## DATA
────────────────────────────────────────
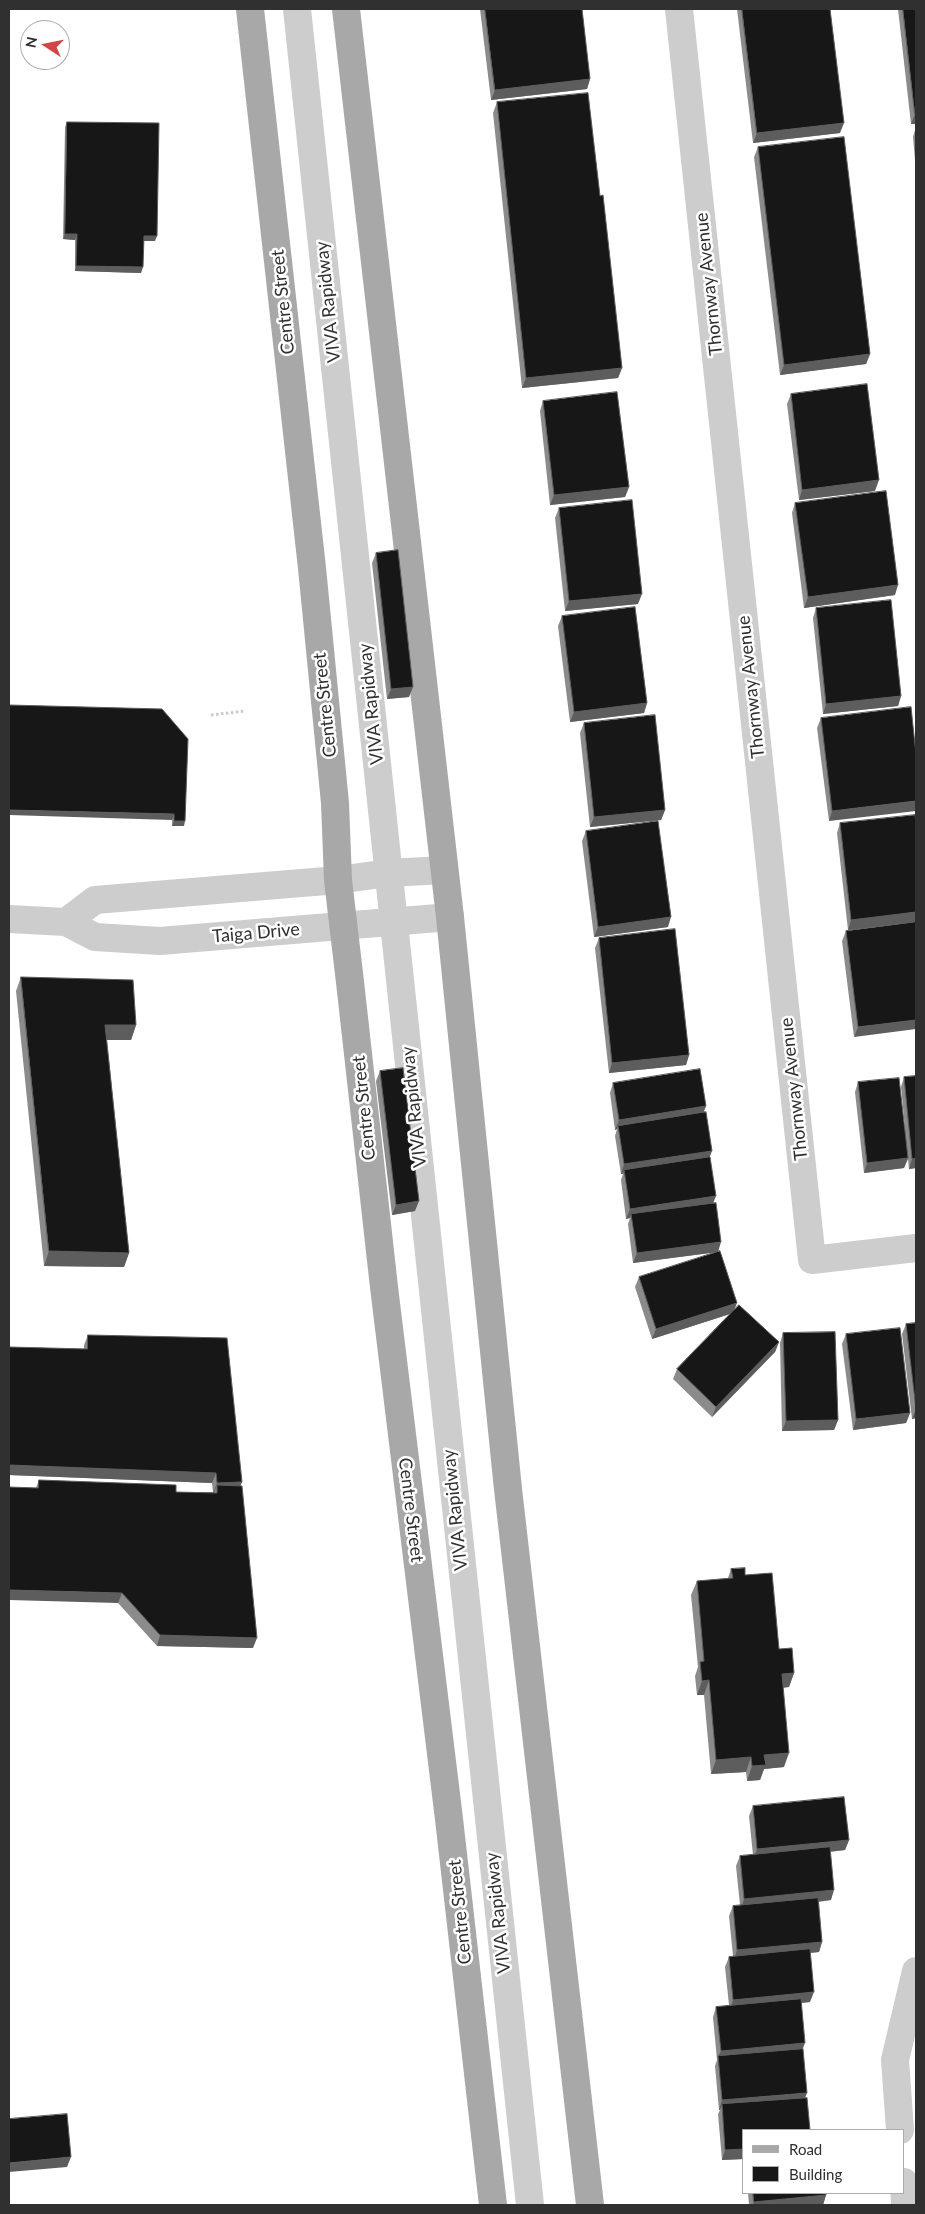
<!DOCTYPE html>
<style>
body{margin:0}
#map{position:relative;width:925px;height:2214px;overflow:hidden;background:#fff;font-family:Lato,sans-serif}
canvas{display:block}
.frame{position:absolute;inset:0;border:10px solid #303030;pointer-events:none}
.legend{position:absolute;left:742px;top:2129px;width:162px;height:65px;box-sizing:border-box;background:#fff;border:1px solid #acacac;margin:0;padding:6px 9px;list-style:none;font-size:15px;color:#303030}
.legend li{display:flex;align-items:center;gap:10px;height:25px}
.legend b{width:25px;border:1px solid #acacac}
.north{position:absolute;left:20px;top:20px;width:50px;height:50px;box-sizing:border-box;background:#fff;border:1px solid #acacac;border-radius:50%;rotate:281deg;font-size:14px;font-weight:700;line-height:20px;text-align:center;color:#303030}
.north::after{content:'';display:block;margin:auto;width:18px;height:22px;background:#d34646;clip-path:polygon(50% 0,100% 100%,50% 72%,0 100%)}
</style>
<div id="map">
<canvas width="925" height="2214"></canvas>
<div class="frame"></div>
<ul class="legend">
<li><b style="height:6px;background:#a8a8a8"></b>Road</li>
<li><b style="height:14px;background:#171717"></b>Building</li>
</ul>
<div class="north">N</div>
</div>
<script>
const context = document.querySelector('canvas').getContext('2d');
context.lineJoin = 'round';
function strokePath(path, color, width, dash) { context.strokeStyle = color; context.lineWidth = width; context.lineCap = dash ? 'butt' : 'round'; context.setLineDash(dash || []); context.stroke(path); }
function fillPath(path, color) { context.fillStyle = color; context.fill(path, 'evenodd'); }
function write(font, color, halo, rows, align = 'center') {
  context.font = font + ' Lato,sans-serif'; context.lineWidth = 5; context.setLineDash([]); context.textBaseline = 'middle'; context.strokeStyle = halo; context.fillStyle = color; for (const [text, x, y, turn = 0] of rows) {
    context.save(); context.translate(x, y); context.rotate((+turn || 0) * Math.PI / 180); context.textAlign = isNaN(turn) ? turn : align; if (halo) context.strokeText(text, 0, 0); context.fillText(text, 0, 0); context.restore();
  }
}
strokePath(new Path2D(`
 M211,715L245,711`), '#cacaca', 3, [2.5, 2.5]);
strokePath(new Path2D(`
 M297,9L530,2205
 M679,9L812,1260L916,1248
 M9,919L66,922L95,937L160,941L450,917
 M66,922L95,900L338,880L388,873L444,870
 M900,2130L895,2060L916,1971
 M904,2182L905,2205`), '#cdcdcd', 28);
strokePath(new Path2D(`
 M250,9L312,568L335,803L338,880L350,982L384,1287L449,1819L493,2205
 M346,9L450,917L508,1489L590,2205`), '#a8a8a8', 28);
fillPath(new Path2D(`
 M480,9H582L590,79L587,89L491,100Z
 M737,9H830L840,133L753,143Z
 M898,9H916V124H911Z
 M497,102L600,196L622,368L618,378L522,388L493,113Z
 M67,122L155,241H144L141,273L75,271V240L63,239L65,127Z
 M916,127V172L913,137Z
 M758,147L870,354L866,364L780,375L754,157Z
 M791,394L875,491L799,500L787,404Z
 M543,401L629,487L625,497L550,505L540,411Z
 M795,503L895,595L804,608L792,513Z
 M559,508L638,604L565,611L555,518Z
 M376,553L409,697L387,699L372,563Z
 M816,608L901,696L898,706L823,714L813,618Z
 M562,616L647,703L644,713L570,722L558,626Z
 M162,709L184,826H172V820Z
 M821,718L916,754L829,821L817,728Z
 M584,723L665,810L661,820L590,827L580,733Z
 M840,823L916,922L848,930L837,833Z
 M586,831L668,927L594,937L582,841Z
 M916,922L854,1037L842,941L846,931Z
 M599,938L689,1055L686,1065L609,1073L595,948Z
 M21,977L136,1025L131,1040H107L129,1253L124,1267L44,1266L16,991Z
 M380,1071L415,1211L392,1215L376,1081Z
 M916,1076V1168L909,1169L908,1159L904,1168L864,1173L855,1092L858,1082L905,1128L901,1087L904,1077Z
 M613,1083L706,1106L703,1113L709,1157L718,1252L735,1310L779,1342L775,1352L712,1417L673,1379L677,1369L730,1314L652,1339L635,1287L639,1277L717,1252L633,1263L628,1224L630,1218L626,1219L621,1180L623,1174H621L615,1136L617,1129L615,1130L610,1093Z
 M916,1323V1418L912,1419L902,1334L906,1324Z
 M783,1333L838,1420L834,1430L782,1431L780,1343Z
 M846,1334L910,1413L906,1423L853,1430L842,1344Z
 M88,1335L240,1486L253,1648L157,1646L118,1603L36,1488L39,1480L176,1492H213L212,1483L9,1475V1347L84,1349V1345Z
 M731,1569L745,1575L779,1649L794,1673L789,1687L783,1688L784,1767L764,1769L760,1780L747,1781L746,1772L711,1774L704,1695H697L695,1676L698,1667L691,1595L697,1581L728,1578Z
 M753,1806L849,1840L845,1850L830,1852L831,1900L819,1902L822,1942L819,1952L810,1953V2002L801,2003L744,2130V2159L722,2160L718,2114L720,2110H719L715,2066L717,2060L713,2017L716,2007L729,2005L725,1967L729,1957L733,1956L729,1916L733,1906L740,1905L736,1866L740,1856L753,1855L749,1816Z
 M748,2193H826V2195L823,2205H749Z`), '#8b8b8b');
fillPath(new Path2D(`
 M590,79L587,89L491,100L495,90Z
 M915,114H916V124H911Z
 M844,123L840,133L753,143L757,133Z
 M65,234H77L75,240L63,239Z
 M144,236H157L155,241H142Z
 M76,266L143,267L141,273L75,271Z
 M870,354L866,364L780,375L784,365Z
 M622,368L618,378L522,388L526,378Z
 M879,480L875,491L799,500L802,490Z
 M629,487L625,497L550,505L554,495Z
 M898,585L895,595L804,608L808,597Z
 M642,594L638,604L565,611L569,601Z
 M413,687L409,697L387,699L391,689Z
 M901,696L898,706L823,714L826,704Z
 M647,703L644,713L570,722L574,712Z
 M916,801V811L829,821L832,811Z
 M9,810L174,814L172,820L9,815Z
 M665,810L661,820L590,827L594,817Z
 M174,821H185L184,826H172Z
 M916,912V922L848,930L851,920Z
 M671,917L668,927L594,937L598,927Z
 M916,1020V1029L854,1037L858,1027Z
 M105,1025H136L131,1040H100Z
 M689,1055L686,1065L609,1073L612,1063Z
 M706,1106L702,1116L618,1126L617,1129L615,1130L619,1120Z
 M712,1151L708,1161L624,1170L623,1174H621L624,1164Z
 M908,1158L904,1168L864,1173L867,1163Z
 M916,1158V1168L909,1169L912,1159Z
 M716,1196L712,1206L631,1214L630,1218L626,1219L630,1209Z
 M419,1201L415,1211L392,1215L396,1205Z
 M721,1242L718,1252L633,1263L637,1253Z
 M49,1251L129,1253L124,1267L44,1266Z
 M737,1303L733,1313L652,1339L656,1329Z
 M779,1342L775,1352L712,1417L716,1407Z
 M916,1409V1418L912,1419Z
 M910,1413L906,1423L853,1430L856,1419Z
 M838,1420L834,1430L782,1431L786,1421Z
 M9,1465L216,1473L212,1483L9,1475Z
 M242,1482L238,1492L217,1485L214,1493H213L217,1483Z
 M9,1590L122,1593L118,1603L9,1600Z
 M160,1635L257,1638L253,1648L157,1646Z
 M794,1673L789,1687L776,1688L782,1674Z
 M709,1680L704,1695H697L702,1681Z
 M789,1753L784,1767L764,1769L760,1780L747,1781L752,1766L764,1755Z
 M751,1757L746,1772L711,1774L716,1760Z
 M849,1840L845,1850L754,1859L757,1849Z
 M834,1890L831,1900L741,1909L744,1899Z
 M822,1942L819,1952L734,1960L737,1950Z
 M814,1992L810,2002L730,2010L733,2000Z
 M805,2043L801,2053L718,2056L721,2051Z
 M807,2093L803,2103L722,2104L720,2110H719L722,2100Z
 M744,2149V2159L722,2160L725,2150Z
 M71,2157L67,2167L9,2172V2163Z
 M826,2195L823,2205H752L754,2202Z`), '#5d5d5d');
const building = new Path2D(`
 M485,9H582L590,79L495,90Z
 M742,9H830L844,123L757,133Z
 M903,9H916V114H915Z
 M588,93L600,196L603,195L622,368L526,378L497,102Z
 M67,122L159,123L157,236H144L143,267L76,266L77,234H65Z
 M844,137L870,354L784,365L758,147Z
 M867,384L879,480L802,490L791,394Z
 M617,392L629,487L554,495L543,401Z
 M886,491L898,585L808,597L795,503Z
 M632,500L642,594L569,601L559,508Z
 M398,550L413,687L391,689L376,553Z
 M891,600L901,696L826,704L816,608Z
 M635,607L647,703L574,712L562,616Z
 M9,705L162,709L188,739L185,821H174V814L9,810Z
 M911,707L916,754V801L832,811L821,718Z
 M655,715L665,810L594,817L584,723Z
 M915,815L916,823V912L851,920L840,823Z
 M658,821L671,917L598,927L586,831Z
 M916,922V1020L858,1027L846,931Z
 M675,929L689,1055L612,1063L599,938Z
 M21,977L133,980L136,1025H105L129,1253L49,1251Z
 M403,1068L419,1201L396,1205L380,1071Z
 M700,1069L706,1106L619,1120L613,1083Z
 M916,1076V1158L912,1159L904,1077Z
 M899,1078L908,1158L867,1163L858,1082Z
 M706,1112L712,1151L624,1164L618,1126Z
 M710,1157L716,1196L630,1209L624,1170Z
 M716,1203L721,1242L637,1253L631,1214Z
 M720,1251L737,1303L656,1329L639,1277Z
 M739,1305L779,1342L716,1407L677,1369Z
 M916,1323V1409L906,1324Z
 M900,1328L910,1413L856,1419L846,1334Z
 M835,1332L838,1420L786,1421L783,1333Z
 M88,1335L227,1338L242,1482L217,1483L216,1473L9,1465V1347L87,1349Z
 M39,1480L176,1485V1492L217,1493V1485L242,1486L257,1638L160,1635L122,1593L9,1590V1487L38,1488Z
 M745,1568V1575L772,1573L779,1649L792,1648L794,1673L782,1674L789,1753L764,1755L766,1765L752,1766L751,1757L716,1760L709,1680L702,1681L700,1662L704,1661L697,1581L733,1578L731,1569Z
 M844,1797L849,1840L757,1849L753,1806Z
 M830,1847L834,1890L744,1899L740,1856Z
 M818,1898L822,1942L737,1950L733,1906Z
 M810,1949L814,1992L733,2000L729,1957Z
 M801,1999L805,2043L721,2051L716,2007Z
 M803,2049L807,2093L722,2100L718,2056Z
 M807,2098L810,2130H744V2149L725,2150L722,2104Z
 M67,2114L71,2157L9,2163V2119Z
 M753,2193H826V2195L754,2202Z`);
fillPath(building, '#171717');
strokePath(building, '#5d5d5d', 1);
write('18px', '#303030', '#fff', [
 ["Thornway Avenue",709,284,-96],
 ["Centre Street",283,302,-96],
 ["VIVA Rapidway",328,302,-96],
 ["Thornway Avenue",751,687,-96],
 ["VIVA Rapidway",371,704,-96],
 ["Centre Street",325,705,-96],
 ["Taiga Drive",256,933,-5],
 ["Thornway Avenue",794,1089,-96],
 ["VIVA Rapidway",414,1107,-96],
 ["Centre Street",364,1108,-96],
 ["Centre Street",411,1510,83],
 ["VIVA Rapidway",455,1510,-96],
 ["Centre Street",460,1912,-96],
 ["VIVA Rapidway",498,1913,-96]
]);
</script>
────────────────────────────────────────
## WORK INSTRUCTIONS
Show a copy of each line from the records above in which the string "canvas" occurs.

## TASK SOLUTION
canvas{display:block}
<canvas width="925" height="2214"></canvas>
const context = document.querySelector('canvas').getContext('2d');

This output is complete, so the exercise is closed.